Assigned task -> Retype the material below, keeping each line identical.

Dataset extract ->
------------------------------------------------

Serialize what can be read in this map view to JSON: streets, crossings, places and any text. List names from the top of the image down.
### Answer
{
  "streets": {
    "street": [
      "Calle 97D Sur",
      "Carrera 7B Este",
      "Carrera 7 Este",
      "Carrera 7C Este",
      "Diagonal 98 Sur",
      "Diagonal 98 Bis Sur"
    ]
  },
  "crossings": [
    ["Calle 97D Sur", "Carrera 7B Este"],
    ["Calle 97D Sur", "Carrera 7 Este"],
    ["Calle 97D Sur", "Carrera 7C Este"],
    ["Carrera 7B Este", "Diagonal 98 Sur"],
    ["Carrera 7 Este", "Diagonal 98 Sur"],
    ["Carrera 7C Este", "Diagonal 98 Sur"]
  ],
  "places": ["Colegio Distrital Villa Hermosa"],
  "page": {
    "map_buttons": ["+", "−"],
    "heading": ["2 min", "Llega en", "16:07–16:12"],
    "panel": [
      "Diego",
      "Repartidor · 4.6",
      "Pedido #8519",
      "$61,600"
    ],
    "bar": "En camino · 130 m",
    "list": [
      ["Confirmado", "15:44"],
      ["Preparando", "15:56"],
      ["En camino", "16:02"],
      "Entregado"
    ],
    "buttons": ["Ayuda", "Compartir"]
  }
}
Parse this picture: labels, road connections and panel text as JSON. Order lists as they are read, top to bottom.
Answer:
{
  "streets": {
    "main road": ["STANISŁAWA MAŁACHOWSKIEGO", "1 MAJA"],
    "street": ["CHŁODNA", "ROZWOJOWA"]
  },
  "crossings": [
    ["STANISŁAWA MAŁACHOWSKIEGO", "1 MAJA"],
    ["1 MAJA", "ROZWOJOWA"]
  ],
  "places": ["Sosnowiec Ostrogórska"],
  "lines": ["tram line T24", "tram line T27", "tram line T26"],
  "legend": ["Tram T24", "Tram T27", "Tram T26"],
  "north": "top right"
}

------------------------------------------------

Answer for the task ->
Serialize what can be read in this map view to JSON: streets, crossings, places and any text. List names from the top of the image down.
### Answer
{
  "streets": {
    "street": [
      "Calle 97D Sur",
      "Carrera 7B Este",
      "Carrera 7 Este",
      "Carrera 7C Este",
      "Diagonal 98 Sur",
      "Diagonal 98 Bis Sur"
    ]
  },
  "crossings": [
    ["Calle 97D Sur", "Carrera 7B Este"],
    ["Calle 97D Sur", "Carrera 7 Este"],
    ["Calle 97D Sur", "Carrera 7C Este"],
    ["Carrera 7B Este", "Diagonal 98 Sur"],
    ["Carrera 7 Este", "Diagonal 98 Sur"],
    ["Carrera 7C Este", "Diagonal 98 Sur"]
  ],
  "places": ["Colegio Distrital Villa Hermosa"],
  "page": {
    "map_buttons": ["+", "−"],
    "heading": ["2 min", "Llega en", "16:07–16:12"],
    "panel": [
      "Diego",
      "Repartidor · 4.6",
      "Pedido #8519",
      "$61,600"
    ],
    "bar": "En camino · 130 m",
    "list": [
      ["Confirmado", "15:44"],
      ["Preparando", "15:56"],
      ["En camino", "16:02"],
      "Entregado"
    ],
    "buttons": ["Ayuda", "Compartir"]
  }
}
Parse this picture: labels, road connections and panel text as JSON. Order lists as they are read, top to bottom.
Answer:
{
  "streets": {
    "main road": ["STANISŁAWA MAŁACHOWSKIEGO", "1 MAJA"],
    "street": ["CHŁODNA", "ROZWOJOWA"]
  },
  "crossings": [
    ["STANISŁAWA MAŁACHOWSKIEGO", "1 MAJA"],
    ["1 MAJA", "ROZWOJOWA"]
  ],
  "places": ["Sosnowiec Ostrogórska"],
  "lines": ["tram line T24", "tram line T27", "tram line T26"],
  "legend": ["Tram T24", "Tram T27", "Tram T26"],
  "north": "top right"
}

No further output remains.